I am given the following information:
Let v = (r, s, t) be a fixed vector in $\mathbb R^3$, and let C: $\mathbb R^3$-> $\mathbb R^3$, C(x) = v × x
I already proved that C is linear. Now, using the fact that C is linear and properties of the cross product, I am asked to show that
- T(x) = x × v is also linear
- Let v = (1, 2, -1). From properties of cross product infer the null space, column space, and rank of [C]
My attempt:
I know that a cross product in reverse order is just the negative of the original cross product, i.e, the cross product is anti-commutative. Is this information enough to conclude that T is linear? i.e., is it that simple?

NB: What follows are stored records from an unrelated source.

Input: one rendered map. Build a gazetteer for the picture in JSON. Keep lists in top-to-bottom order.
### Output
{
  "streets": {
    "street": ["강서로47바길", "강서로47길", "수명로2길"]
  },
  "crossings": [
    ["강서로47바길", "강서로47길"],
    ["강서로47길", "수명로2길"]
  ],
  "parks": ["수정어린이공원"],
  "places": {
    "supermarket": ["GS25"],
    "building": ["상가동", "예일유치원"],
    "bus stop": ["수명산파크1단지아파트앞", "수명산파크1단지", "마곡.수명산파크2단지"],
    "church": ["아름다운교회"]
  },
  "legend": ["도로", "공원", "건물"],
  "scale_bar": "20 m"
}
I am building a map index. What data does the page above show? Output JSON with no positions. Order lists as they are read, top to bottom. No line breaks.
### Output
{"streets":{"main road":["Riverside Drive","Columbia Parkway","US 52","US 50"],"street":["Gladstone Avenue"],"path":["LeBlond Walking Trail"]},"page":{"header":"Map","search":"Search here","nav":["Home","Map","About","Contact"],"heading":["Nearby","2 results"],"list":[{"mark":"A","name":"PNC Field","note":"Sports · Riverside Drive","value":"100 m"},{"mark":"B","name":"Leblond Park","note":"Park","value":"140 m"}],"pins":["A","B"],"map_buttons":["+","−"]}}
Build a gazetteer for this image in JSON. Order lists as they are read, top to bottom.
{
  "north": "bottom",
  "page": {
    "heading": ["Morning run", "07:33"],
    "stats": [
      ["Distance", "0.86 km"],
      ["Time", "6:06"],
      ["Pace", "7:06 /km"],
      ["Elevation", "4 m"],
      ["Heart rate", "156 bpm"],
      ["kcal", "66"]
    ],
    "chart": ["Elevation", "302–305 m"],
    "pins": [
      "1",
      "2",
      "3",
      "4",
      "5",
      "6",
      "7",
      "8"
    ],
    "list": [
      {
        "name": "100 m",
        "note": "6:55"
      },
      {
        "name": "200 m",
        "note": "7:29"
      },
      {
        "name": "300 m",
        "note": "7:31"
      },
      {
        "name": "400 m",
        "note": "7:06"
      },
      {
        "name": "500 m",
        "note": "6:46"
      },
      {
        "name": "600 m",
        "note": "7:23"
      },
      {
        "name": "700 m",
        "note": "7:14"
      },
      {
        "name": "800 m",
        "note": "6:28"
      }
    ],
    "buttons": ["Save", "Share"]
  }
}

As for the second part, I obtained the matrix for [C], but from there I'm lost. I am able to obtain the null space, column space, and rank of [C] by using row reduction of [C], but unfortunately they need it to be done using the properties of cross product.
Thank you for any help
You are right; the negative of a linear transformation is negative. Indeed, since $T(x)=-C(x)$ and $C(x)$ is linear we have $$T(x+y)=-C(x+y)=-[C(x)+C(y)]=-C(x)-C(y)=T(x)+T(y)$$ and $$T(cx)=-C(cx)=-cC(x)=cT(x)$$
The null space is the set of vectors whose cross product with $v$ is $\vec{0}$. You may have learned that the cross product of two vectors is $\vec{0}$ iff they are parallel. Therefore the null space is the set of all vectors parallel to $v$, which you can think of as all the vectors $c\langle 1,2,-1\rangle$ for $c$ any real number. The column space, or image, is the set of all vectors that can be expressed in the form $v\times x$ for some $x$. For this I would use the fact that the cross product of two vectors is perpendicular to both of them. Therefore the vectors that can't be expressed in that form are ones which are not perpendicular to $v$. Can you conclude?
Note that by Rank-Nullity Theorem the rank of $[C]$ is $2$ since we have shown the null space to have dimension $1$.